Thursday, April 17, 2014

Tracking the clickahertz and jiggarams - Part 1

I assembled this list some time ago with every intention to turn it into actual Collections and Reports in PerfMon on all my IIS boxes. This has yet to happen, mainly because there were a lot of ongoing discussions about systems monitoring, Epic's SystemPulse product, BMHCC's enterprise SCOM implementation, and others.  And also because my mind - and, thus, sense of time and prioritization - is a hot mess.

Cobbled together from various source, this list represents a best first attempt at a universally applicable list of key Windows metrics regardless of a server's stated purpose.


My plan for "Part 2" involves a similar collection of metrics specific to IIS and ASP.NET applications. Those waters are considerably harder to navigate for me as a non-developer, but they're no less critical to answering questions about concurrent client connections, number of unique requests to an application, tracking memory leaks or other weirdness in worker processes, etc. I'll post that once I have it.  

Without further ado:

Memory

Counter Description Use Notes
Memory\Available Mbytes Available system memory in megabytes (MB) <10% considered low

<5% considered critically low

10MB negative delta per hour indicates likely memory leak
Memory\Committed Amount of committed virtual memory. Also called the "commit charge" in TaskManager
Memory\System Cache Resident Bytes Amount of memory consumed by the system file cache. Shows as "Metafile" in a memory explorer.

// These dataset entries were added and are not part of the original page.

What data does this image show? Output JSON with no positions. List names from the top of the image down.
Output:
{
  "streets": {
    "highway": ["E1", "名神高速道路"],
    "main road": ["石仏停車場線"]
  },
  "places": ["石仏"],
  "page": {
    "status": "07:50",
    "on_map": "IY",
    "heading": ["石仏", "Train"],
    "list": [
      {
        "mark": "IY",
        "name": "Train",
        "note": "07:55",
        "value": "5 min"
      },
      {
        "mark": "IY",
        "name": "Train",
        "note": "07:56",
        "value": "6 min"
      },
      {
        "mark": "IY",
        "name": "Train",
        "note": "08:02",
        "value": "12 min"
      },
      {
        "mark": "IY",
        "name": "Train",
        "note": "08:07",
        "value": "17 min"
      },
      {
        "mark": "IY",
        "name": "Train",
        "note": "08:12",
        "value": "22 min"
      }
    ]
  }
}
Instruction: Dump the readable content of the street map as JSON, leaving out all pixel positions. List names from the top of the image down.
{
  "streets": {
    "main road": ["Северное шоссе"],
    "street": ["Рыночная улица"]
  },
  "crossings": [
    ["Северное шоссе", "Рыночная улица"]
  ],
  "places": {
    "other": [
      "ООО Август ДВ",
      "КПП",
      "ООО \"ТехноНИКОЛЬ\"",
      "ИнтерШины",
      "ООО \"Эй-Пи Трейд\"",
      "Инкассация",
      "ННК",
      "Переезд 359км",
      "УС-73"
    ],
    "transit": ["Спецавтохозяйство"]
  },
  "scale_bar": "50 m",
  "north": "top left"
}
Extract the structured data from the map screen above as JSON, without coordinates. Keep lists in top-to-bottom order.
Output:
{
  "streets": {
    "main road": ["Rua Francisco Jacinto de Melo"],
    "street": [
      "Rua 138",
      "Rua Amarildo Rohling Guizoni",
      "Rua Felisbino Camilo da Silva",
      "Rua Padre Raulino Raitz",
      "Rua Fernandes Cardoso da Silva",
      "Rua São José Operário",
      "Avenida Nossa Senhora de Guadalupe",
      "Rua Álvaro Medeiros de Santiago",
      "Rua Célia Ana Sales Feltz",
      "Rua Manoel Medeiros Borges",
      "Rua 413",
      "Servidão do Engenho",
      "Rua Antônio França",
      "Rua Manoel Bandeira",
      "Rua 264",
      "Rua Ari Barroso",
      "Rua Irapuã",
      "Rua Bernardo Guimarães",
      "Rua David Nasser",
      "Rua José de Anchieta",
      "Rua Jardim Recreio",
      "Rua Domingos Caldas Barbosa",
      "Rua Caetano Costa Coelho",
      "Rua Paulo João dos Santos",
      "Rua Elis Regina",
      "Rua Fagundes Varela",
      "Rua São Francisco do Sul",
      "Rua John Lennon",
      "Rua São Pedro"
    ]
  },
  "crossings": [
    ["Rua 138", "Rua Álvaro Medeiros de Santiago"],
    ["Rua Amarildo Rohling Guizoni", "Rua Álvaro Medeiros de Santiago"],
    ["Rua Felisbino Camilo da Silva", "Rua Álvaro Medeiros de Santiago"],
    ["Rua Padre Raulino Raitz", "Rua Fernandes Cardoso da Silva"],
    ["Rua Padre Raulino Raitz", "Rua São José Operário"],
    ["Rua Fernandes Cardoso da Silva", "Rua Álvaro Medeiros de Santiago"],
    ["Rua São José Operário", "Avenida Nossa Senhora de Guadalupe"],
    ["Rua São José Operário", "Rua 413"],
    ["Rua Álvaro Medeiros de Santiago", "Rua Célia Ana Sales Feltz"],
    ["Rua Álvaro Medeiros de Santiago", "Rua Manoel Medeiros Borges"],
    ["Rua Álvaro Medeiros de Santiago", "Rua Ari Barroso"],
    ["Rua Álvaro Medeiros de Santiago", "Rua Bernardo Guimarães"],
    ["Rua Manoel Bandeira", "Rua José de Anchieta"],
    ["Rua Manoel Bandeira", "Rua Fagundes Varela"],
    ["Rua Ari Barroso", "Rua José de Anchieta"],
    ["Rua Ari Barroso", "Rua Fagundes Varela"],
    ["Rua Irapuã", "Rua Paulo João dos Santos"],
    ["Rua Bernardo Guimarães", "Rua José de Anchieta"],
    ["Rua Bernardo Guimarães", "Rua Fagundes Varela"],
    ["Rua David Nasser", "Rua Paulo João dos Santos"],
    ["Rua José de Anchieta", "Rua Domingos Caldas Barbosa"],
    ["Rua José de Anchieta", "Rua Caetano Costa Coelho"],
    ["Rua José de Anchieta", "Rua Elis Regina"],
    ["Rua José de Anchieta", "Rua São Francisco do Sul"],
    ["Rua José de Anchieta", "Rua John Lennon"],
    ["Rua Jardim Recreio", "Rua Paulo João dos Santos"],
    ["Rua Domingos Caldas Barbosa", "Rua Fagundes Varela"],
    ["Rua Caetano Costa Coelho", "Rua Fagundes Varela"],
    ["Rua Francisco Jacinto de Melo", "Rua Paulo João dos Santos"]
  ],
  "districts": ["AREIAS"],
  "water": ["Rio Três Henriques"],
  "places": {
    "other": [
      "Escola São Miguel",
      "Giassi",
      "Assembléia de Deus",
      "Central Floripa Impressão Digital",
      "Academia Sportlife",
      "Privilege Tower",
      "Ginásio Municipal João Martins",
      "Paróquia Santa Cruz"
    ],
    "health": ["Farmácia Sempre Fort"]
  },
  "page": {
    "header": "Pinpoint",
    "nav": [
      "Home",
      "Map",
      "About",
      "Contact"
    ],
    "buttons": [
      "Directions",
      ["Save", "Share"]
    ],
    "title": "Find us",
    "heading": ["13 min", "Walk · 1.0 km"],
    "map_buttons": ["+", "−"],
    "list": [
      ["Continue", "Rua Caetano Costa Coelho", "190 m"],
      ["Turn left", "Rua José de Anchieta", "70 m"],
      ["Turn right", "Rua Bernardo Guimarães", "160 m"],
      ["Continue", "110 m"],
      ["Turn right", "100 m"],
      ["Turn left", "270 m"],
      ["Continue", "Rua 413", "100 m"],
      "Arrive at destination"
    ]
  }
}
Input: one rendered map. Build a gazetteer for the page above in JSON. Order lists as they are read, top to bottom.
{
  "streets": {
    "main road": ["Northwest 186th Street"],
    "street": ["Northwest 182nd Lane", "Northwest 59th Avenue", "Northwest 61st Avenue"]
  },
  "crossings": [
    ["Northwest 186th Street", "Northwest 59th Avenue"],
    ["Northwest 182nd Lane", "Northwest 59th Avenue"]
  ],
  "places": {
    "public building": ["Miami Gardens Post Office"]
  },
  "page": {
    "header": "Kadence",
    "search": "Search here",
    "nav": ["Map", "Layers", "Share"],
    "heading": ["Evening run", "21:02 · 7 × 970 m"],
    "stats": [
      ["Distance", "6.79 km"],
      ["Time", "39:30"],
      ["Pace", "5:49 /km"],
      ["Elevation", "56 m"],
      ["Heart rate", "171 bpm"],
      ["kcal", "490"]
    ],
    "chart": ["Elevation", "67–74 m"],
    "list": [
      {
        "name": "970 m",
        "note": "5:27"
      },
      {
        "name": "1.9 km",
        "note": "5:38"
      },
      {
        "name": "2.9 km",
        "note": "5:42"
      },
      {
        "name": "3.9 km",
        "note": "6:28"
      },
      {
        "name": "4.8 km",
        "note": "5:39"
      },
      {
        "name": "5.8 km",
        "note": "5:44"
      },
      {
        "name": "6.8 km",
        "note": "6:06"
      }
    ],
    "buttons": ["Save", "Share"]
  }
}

In 64-bit systems, memory addressing allows system file cache to consume almost all physical RAM if unchecked.
Memory\Pages Input/sec Rate of total number of pages read from disk to resolve hard page faults >10 considered high

Compare to Memory\Page Reads/sec to determine number of pages read into memory for each read operation.

Will be => Page Reads/sec, and large delta between them might indicate need for more RAM or smaller disk cache
Memory\Pages/sec Rate of total number of pages read from and written to disk to resolve hard page faults >1000 considered moderate, as memory may be getting low

>2000 considered critical, as system likely experiencing delays due to high reliance on slow disk resources for paging

Sum of Pages Input/sec and Pages Output/sec
Memory\Page Faults Total number of hard and soft page faults Pages/sec can be calculated as a % of Page Faults to determine what % of total faults are hard faults
Process(*)\Handle Count Total count of concurrent handles in use by the specified process. As this number constantly fluctuates, the delta between high and low values is most important.

Max - Min = !> 1000

Consistent large number or aggressive upward trend of handle count commonly causes memory leaks

  
Processor
Counter Description Use Notes
System\Processor Queue Length Total number of queued threads waiting to be processed for all processors. =>10 considered high for multi-processor system

PQL/n, where n = number of logical processors, gives per-core queue length.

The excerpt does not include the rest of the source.